Furthermore, the aforementioned "identification potential" can do good. To recognize oneself in what is written, therein lies the seductive appeal of fiction. Fiction has the power to draw the reader in, which is sometimes made possible by its narrative tension and plot structure (thrillers and crime novels, e.g. Stieg Larsson's Millennium Trilogy, 2005, 2006, 2007), and sometimes by its uncovering of unbelievable and shocking human natures and behaviors (Vladimir Nabokov's Lolita, 1955). Nowhere does it prove its seductive power more than when it grabs the reader by virtue of his or her self-recognition in the personal traits and individual deeds of the characters. Sylvia Plath's Under the Bell Jar (1963) is a vivid example of a narrative that has been formative for generations of female readers, much like Adelheid Popp's Autobiography of a Working Woman (1909), which was published anonymously with a foreword by August Bebel and achieved such popularity among proletarian readers that it went through three editions in its first year of publication. The same is true of the power of identification or self-recognition that drives the unbridled popularity of both personal and collective narratives, such as Chinua Acheebe's novel Worlds Fall Apart (1958) and F. Sionil José's Mass: A Novel (1973).

Viewed from this longer-term historical perspective, the sometimes ill-maligned identity politics in contemporary literary production employs identification strategies that were significant for the emergence of proletarian and anti-colonial reading publics and proved quintessential to emancipatory projects throughout the 20th century. At the same time, those texts that expose, question and even ridicule the pillars of contemporary society (e.g. political correctness, gender-neutral language, zero tolerance for anti-Semitism, green transition) also achieve acknowledgement by readers who feel discontent with the 'progressiveness' of neoliberalism. Literary writing of this kind, even if not necessarily based on a personal narrative, also allows for identification on the part of the readers. The popularity of authors such as Michel Houellebecq (Submission, 2015), Christian Kracht (Empire, 2012), and Lisa Eckhart (Omama, 2020) is clearly due to the fact that they not only skillfully ridicule established and entrenched attitudes, but also speak to audiences that identify with their laughter.

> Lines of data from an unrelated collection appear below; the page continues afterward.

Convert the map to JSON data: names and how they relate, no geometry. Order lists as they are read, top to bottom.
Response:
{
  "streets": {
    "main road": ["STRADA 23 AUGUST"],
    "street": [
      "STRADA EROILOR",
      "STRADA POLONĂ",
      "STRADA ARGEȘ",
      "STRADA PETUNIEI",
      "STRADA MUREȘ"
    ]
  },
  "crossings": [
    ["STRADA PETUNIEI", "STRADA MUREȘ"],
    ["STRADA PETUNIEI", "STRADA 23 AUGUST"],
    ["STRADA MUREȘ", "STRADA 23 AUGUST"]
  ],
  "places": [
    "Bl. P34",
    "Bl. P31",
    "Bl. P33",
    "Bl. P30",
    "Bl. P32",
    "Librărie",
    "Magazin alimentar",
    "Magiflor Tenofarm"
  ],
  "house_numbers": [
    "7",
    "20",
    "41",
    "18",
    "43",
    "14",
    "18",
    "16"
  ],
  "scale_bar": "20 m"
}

4. It's a competitive world: Acknowledging the Actual Power of Fiction

The discontent with literary identity politics, then, must lie deeper than in the two ephemeral sets of problems highlighted above (the identity and the activism fallacy) or in the identification power of contemporary writing. Its potential lies somewhere between the abovementioned poles of the politics of the real, on the one hand, and the radical politics that operates on a universal level, independent of identity markers and the system of needs cultivated by capitalism, on the other. So the question is: What is the actual power of fiction? If we consider the burning issues of the present, we cannot but admit fiction's inadequacies: Neither can CO2 emissions be reduced, nor climate change slowed, nor the life chances of millions of war, economic, and climate refugees bettered, nor the standard of living of any marginalized social group increased by means of awareness raising through fiction. For all intents and purposes, the eradication of systemic poverty, as well as structural discrimination and economic racism, can only occur and succeed in the sphere of politics itself and through the interplay between the state and the local, both official and activist, action. What individual agents of the literary system—writers, readers, facilitators etc.—can do is to ask about their own role and responsibility as cultural producers in this overall system of production. They can rethink the power of literary writing in terms of political self-education, which not only produces a different ethics of everyday living, but also establishes a more direct connection with social movements and political actions and organizations that work to solve the problems mentioned above.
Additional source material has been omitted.